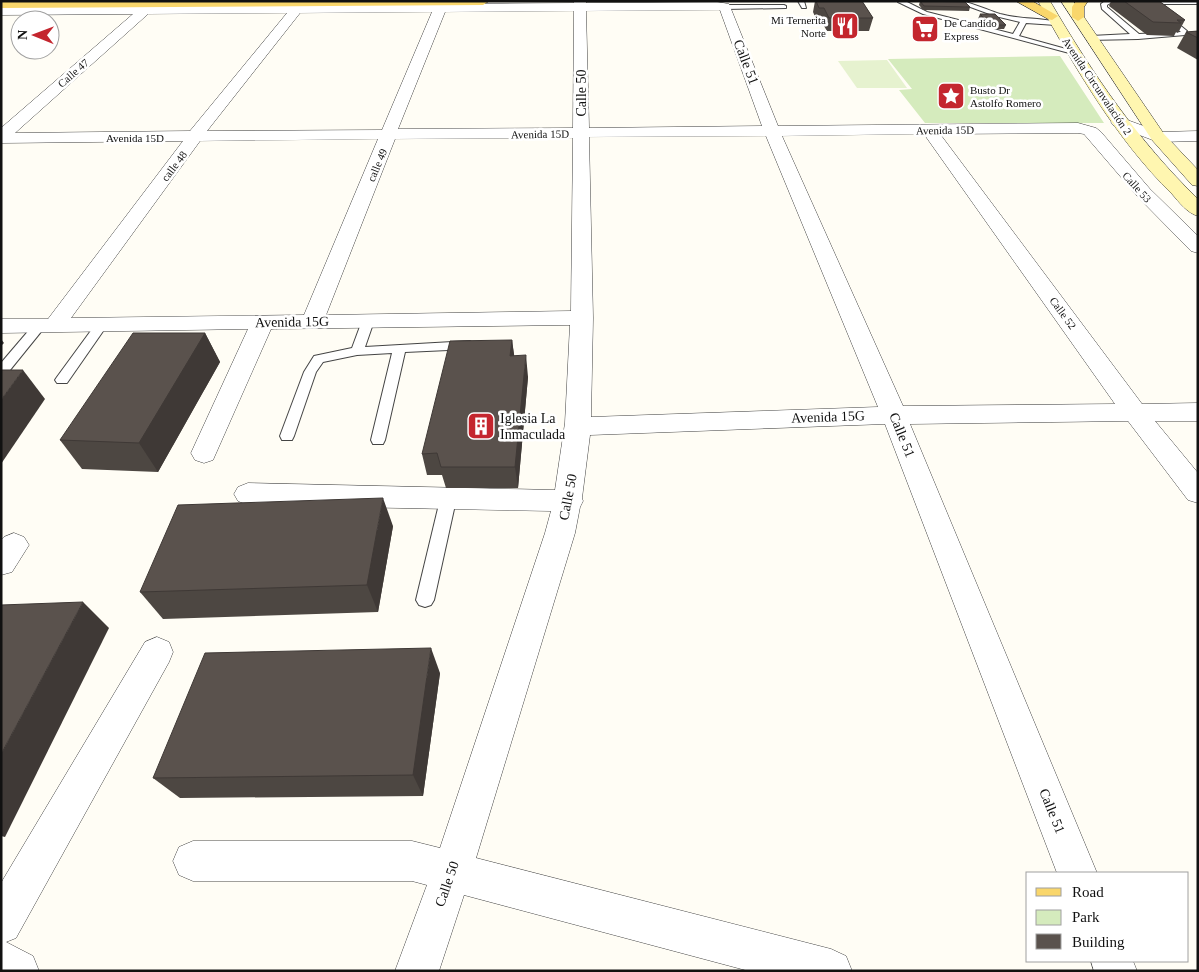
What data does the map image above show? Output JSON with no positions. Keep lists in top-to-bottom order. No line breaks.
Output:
{"streets":{"main road":["Avenida Circunvalación 2"],"street":["Calle 51","Calle 47","Calle 50","Avenida 15D","calle 49","calle 48","Calle 53","Calle 52","Avenida 15G"]},"crossings":[["Calle 51","Avenida 15D"],["Calle 51","Avenida 15G"],["Calle 47","Avenida 15D"],["Calle 50","Avenida 15D"],["Calle 50","Avenida 15G"],["Avenida 15D","calle 49"],["Avenida 15D","calle 48"],["Avenida 15D","Calle 53"],["Avenida 15D","Calle 52"],["calle 49","Avenida 15G"],["calle 48","Avenida 15G"],["Calle 52","Avenida 15G"]],"places":{"restaurant":["Mi Ternerita Norte"],"supermarket":["De Candido Express"],"place":["Busto Dr Astolfo Romero"],"building":["Iglesia La Inmaculada"]},"legend":["Road","Park","Building"],"north":"left"}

*What is expected*
Output the lines above in full and exactly as given, omitting any pictures.

*Answer box*
What data does the map image above show? Output JSON with no positions. Keep lists in top-to-bottom order. No line breaks.
Output:
{"streets":{"main road":["Avenida Circunvalación 2"],"street":["Calle 51","Calle 47","Calle 50","Avenida 15D","calle 49","calle 48","Calle 53","Calle 52","Avenida 15G"]},"crossings":[["Calle 51","Avenida 15D"],["Calle 51","Avenida 15G"],["Calle 47","Avenida 15D"],["Calle 50","Avenida 15D"],["Calle 50","Avenida 15G"],["Avenida 15D","calle 49"],["Avenida 15D","calle 48"],["Avenida 15D","Calle 53"],["Avenida 15D","Calle 52"],["calle 49","Avenida 15G"],["calle 48","Avenida 15G"],["Calle 52","Avenida 15G"]],"places":{"restaurant":["Mi Ternerita Norte"],"supermarket":["De Candido Express"],"place":["Busto Dr Astolfo Romero"],"building":["Iglesia La Inmaculada"]},"legend":["Road","Park","Building"],"north":"left"}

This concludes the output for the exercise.